As we visualized check-ins at one venue after another, we noticed the underlying pattern in human behavior that generates check-ins staring right back at us. Most users check in when they’re physically inside a venue. But sometimes, they check in from the parking lot, or from across the street as they walk in or out. Less frequently, they might cheat at the Foursquare Swarm game and check in from somewhere else altogether in order to get coins, unlock stickers, or become mayor. We can usually detect fraudulent check-ins, but regardless, the key observation here is that check-ins are inherently clustered, with some outliers.

Check-ins at a Red Robin in Bellevue, WA showing distinct clusters centered around the actual restaurant location and on the other side of the street.

Our new approach, therefore, was to identify clusters in the check-ins, and use the centroid of just the “dominant,” or largest, cluster as the map pin location. Ideally, this cluster should consist of the check-ins that originated from inside the venue itself. There will typically be smaller clusters corresponding to legitimate check-ins from the parking lot or across the street. The rest are noise for our purposes.

Combining DBSCAN and Random Forests

Having reduced our situation to a flavor of clustering problem, our goal became to build a system that was robust to outliers and which made no assumptions about the size or shape of individual clusters or how many clusters there were in the data. We identified DBSCAN, a clustering algorithm that is well known and tested in the industry, as being an effective option for our purposes. DBSCAN (Density-Based Spatial Clustering of Applications with Noise) is a highly versatile algorithm, and, as the name suggests, it is particularly well suited to datasets that contain noise in a way that more popular clustering methods, such as k-means, are not. At its core, once again as its name suggests, DBSCAN is density-based, and especially when operating in two-dimensional space, the algorithm reflects the intuition by which our brains visually pick out clusters of points.

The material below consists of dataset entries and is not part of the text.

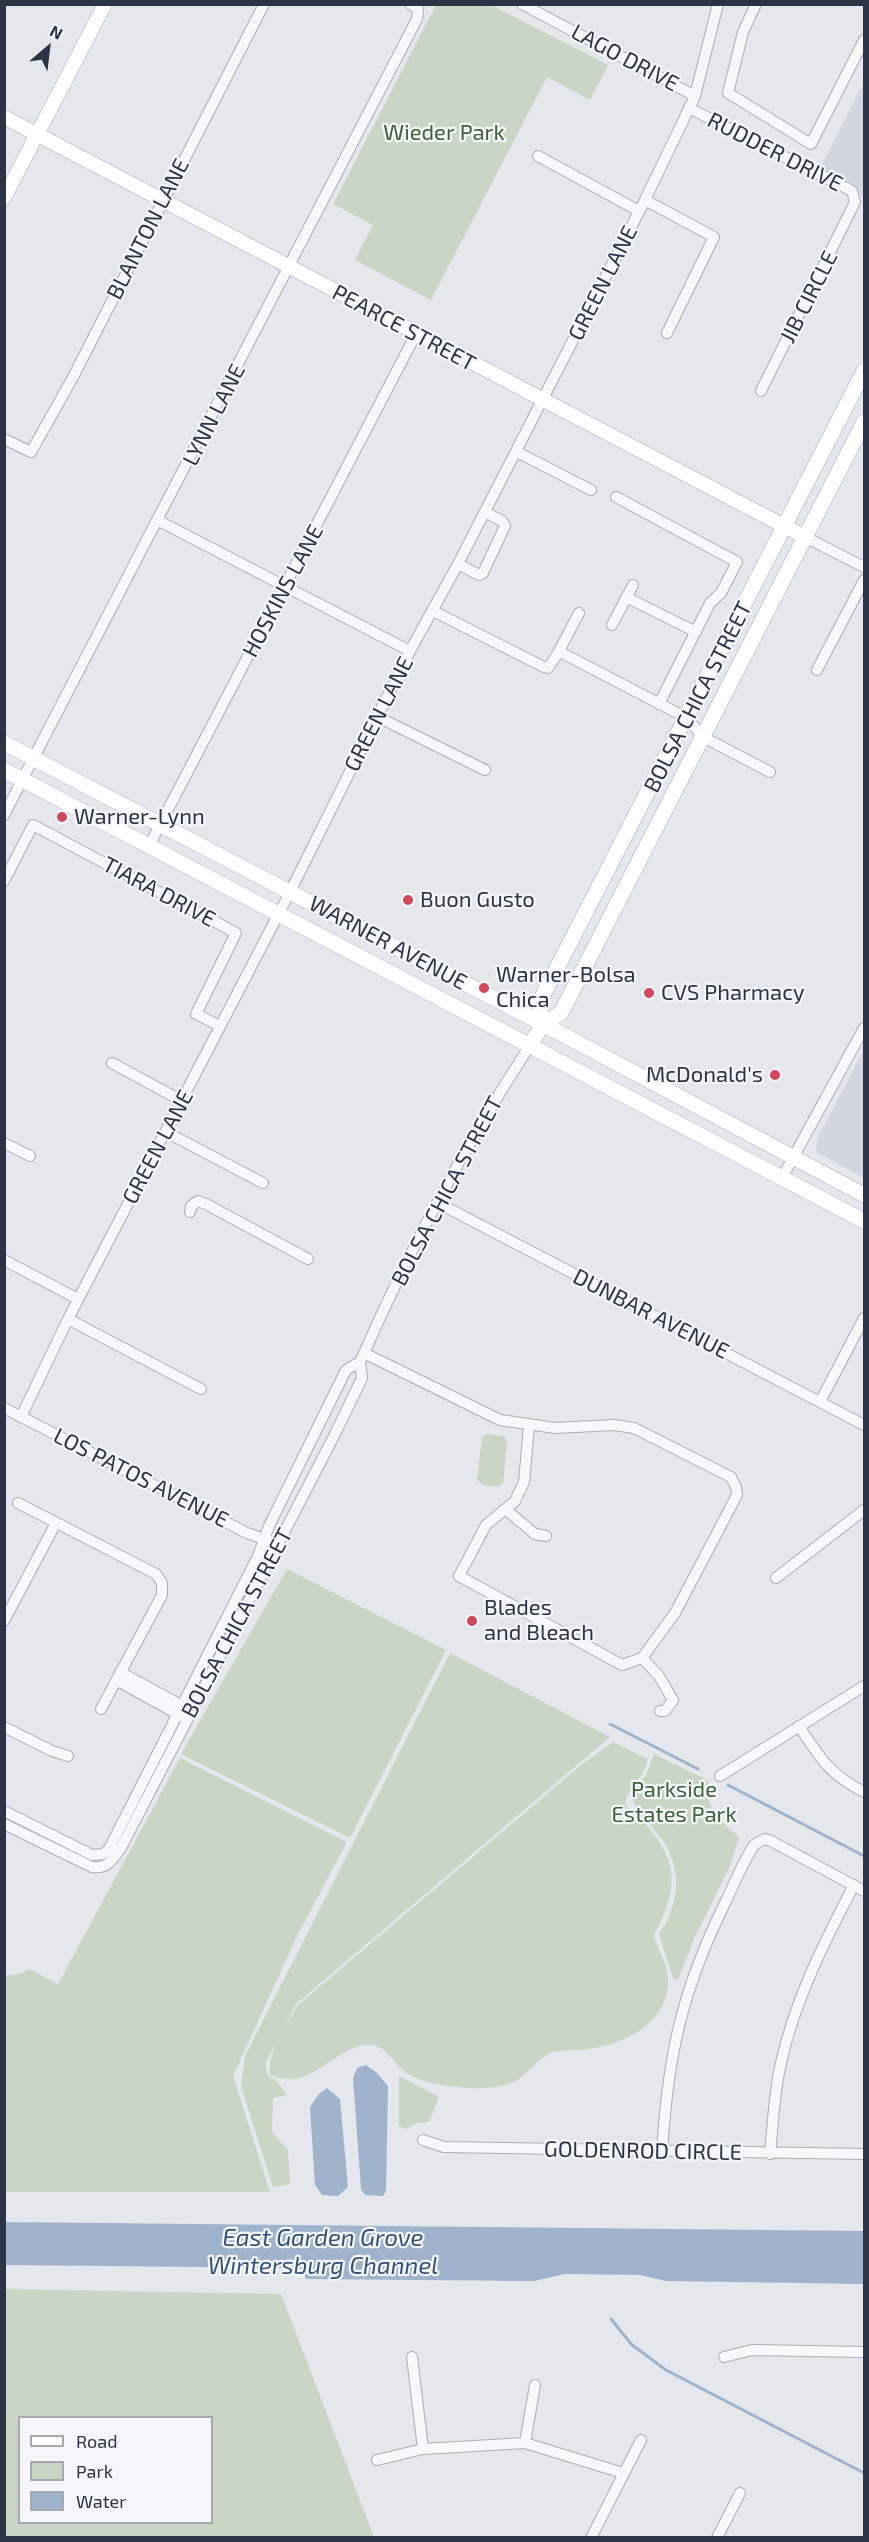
<!DOCTYPE html>
<style>
body{margin:0}
#map{position:relative;width:869px;height:2542px;overflow:hidden;background:#e4e7ec;font-family:"Exo 2",sans-serif}
canvas{display:block}
.frame{position:absolute;inset:0;border:6px solid #2b3445;pointer-events:none}
.legend{position:absolute;left:18px;top:2416px;width:195px;height:108px;box-sizing:border-box;background:#f4f6f9;border:2px solid #a4a8b1;margin:0;padding:8px 10px;list-style:none;font-size:18px;color:#2b3445}
.legend li{display:flex;align-items:center;gap:12px;height:30px}
.legend b{width:30px;border:2px solid #a4a8b1}
.north{position:absolute;left:18px;top:18px;width:60px;height:60px;-webkit-text-stroke:4px #f4f6f9;paint-order:stroke;rotate:28deg;font-size:16px;font-weight:700;line-height:24px;text-align:center;color:#2b3445}
.north::after{content:'';display:block;margin:auto;width:21px;height:27px;background:#2b3445;clip-path:polygon(50% 0,100% 100%,50% 72%,0 100%)}
</style>
<div id="map">
<canvas width="869" height="2542"></canvas>
<div class="frame"></div>
<ul class="legend">
<li><b style="height:8px;background:#fff"></b>Road</li>
<li><b style="height:16px;background:#c9d6c5"></b>Park</li>
<li><b style="height:16px;background:#9fb4cc"></b>Water</li>
</ul>
<div class="north">N</div>
</div>
<script>
const c = document.querySelector('canvas').getContext('2d');
c.lineJoin = 'round';
function fill(path, color) { c.fillStyle = color; c.fill(path, 'evenodd'); }
function trace(path, color, width, dash) { c.strokeStyle = color; c.lineWidth = width; c.lineCap = dash ? 'butt' : 'round'; c.setLineDash(dash || []); c.stroke(path); }
function label(font, color, halo, rows, align = 'center') {
  c.font = font + ' "Exo 2",sans-serif'; c.lineWidth = 4.5; c.setLineDash([]); c.textBaseline = 'middle'; c.strokeStyle = halo; c.fillStyle = color; for (const [text, x, y, turn = 0] of rows) {
    c.save(); c.translate(x, y); c.rotate((+turn || 0) * Math.PI / 180); c.textAlign = isNaN(turn) ? turn : align; if (halo) c.strokeText(text, 0, 0); c.fillText(text, 0, 0); c.restore();
  }
}
const built = new Path2D(`
 M864,82V196L818,173Z
 M864,1050V1178L816,1152L817,1139Z`);
const green = new Path2D(`
 M436,5H491L608,65L590,100L547,77L431,300L355,260L373,225L333,204Z
 M486,1434L504,1436L507,1442L503,1483L498,1487L483,1485L477,1480L482,1438Z
 M287,1569L446,1650L350,1838L181,1754Z
 M450,1653L610,1737L296,2004L265,2064L268,2076L277,2081L287,2095L273,2098L272,2132L288,2150L290,2184L273,2187L241,2086L245,2056Z
 M613,1742L648,1759C645,1777 629,1786 625,1803C630,1813 641,1818 648,1827C681,1865 676,1893 654,1935C656,1949 667,1960 668,1978C670,2023 625,2044 587,2049C576,2051 562,2049 551,2053C538,2058 531,2070 520,2078C499,2093 458,2088 435,2084C426,2082 412,2077 405,2072C392,2062 385,2042 365,2045C331,2050 311,2092 270,2075C268,2049 285,2028 297,2006L581,1765Z
 M654,1754L709,1781C703,1808 721,1821 739,1837L729,1868L694,1939L678,1980L673,1978L659,1934C681,1904 683,1864 658,1834C647,1820 635,1813 632,1796L647,1773Z
 M180,1758L347,1842L297,1936L233,2076L270,2192H5V1976L22,1973L29,1969L58,1984Z
 M399,2076L439,2097L429,2122L416,2123L407,2129L399,2126Z
 M5,2289L281,2294L374,2537H5ZM20,2418H212V2522H20Z`);
const water = new Path2D(`
 M366,2065L376,2072L388,2086L386,2191L383,2196L365,2195L361,2189L353,2078L357,2068Z
 M327,2088L340,2099L348,2187L338,2196L322,2195L315,2185L310,2107L319,2094Z
 M4,2222L864,2231V2284L666,2281L640,2275L565,2274L534,2281L306,2279L302,2270L297,2268L5,2265Z`);
const stream = new Path2D(`
 M610,1724L698,1769
 M728,1785L864,1856
 M611,2319L631,2344L666,2370L864,2473`);
const street = new Path2D(`
 M522,4L695,96
 M756,4L743,32L728,93L811,144L864,40
 M689,108L852,191L855,202L761,391
 M538,156L639,211
 M645,200L714,237L667,333
 M4,439L31,452L72,379L264,4
 M517,452L591,490
 M616,497L737,562L721,593L710,603L659,704
 M159,521L410,651
 M805,537L864,567
 M458,564L479,575L483,573L505,526L502,521L485,512
 M626,597L696,632
 M433,611L544,667L548,668L558,653H562L687,718L703,737L770,772
 M612,625L633,585
 M558,653L579,613
 M817,670L864,580
 M378,717L485,770
 M4,815L417,19L418,9L410,4
 M149,846L416,334
 M4,881L33,825L236,933L196,1014L220,1026
 M112,1063L182,1101
 M166,1132L263,1183
 M4,1143L30,1156
 M782,1178L864,1028
 M438,1203L864,1425
 M190,1212L191,1206L198,1201L206,1204L308,1259
 M4,1260L78,1299
 M68,1319L201,1389
 M364,1353L500,1420L555,1428L614,1425L634,1428L731,1477L736,1487L737,1495L675,1613L642,1658
 M820,1402L864,1318
 M4,1408L247,1533L270,1541
 M21,1417L68,1319L290,892L410,651L458,564L645,200L695,96L718,4
 M529,1426L524,1482L515,1501L486,1525L459,1576L622,1665L642,1658
 M18,1503L156,1574L162,1583V1595L101,1709
 M505,1509L535,1534L546,1536
 M776,1578L864,1510
 M4,1621L56,1523
 M642,1658L659,1676L673,1700L665,1711H660
 M120,1672L186,1708
 M116,1680L181,1716
 M799,1726C820,1758 829,1774 864,1792
 M4,1727L52,1751L68,1756
 M720,1776L864,1686
 M4,1811L92,1855L103,1854L109,1849L258,1556L269,1526L346,1370L360,1362
 M4,1824L92,1867C108,1869 112,1860 121,1848L335,1434L362,1378L360,1362C408,1253 464,1146 529,1047
 M423,2140L444,2147L864,2154
 M662,2152C668,2054 682,1990 726,1901C735,1882 743,1861 755,1844L765,1839L771,1841L864,1891
 M770,2154C773,2124 774,2092 781,2063C795,1999 824,1943 854,1885
 M412,2357L423,2449
 M724,2357L752,2350L864,2352
 M525,2443L535,2385
 M377,2460L423,2449L525,2443L623,2473
 M591,2538L641,2440
 M717,2538L740,2493`);
const secondary = new Path2D(`
 M4,117L805,537
 M4,198L105,4`);
const primary = new Path2D(`
 M4,743L543,1024L864,1195
 M4,770L864,1221
 M543,1024L539,1003L864,371
 M529,1047L543,1024L561,1013L864,422`);
const markers = [
 [62,817,6,"#d1495b"],
 [408,900,6,"#d1495b"],
 [484,988,6,"#d1495b"],
 [649,993,6,"#d1495b"],
 [775,1075,6,"#d1495b"],
 [472,1621,6,"#d1495b"]
];
const streetNames = [
 ["LAGO DRIVE",625,58,28],
 ["RUDDER DRIVE",775,152,27],
 ["BLANTON LANE",148,229,-63],
 ["GREEN LANE",603,283,-63],
 ["JIB CIRCLE",809,297,-63],
 ["PEARCE STREET",404,328,28],
 ["LYNN LANE",214,415,-63],
 ["HOSKINS LANE",283,591,-62],
 ["BOLSA CHICA STREET",698,697,-63],
 ["GREEN LANE",379,714,-63],
 ["TIARA DRIVE",159,892,28],
 ["WARNER AVENUE",388,943,28],
 ["GREEN LANE",158,1147,-62],
 ["BOLSA CHICA STREET",447,1191,-62],
 ["DUNBAR AVENUE",651,1314,27],
 ["LOS PATOS AVENUE",141,1478,27],
 ["BOLSA CHICA STREET",237,1623,-62],
 ["GOLDENROD CIRCLE",643,2151,1]
];
const parkNames = [
 ["Wieder Park",444,133],
 ["Parkside",674,1790],
 ["Estates Park",674,1815]
];
const poiNames = [
 ["Warner-Lynn",74,817],
 ["Buon Gusto",420,900],
 ["Warner-Bolsa",496,975],
 ["Chica",496,1000],
 ["CVS Pharmacy",661,993],
 ["McDonald's",763,1075,"right"],
 ["Blades",484,1608],
 ["and Bleach",484,1633]
];
const waterNames = [
 ["East Garden Grove",323,2238],
 ["Wintersburg Channel",323,2266]
];
fill(built, '#d2d6de');
fill(green, '#c9d6c5');
fill(water, '#9fb4cc');
trace(stream, '#9fb4cc', 3);
trace(street, '#a9aeb7', 12);
trace(secondary, '#a9aeb7', 15);
trace(primary, '#a3abb8', 16);
trace(street, '#f7f8fa', 10);
trace(secondary, '#fff', 14);
trace(primary, '#fff', 15);
for (const [x, y, r, color] of markers) { const dot = new Path2D(); dot.arc(x, y, r, 0, 2 * Math.PI); c.fillStyle = color; c.fill(dot); trace(dot, '#f4f6f9', 2); }
label('22px', '#2b3445', '#f4f6f9', streetNames);
label('22px', '#3f6138', '#f4f6f9', parkNames);
label('22px', '#2b3445', '#f4f6f9', poiNames, 'left');
label('italic 24px', '#34527a', '#f4f6f9', waterNames);
</script>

The DBSCAN algorithm takes two parameters, canonically referred to as MinPts and Eps. Without going into too much detail, MinPts is a number of neighboring points and Eps is a radius, and together, they intuitively describe the density criteria for points to form a cluster. The fact that there are only two parameters should technically make it easy to evaluate different models, but the catch is that the distribution of check-in densities in the real world varies greatly as a function of venue shape and size, which in turn are a function of category or chain, and location. So, the check-ins at a suburban Target look very different from the check-ins at a bar in Manhattan. There is no single value of MinPts and Eps that would work globally.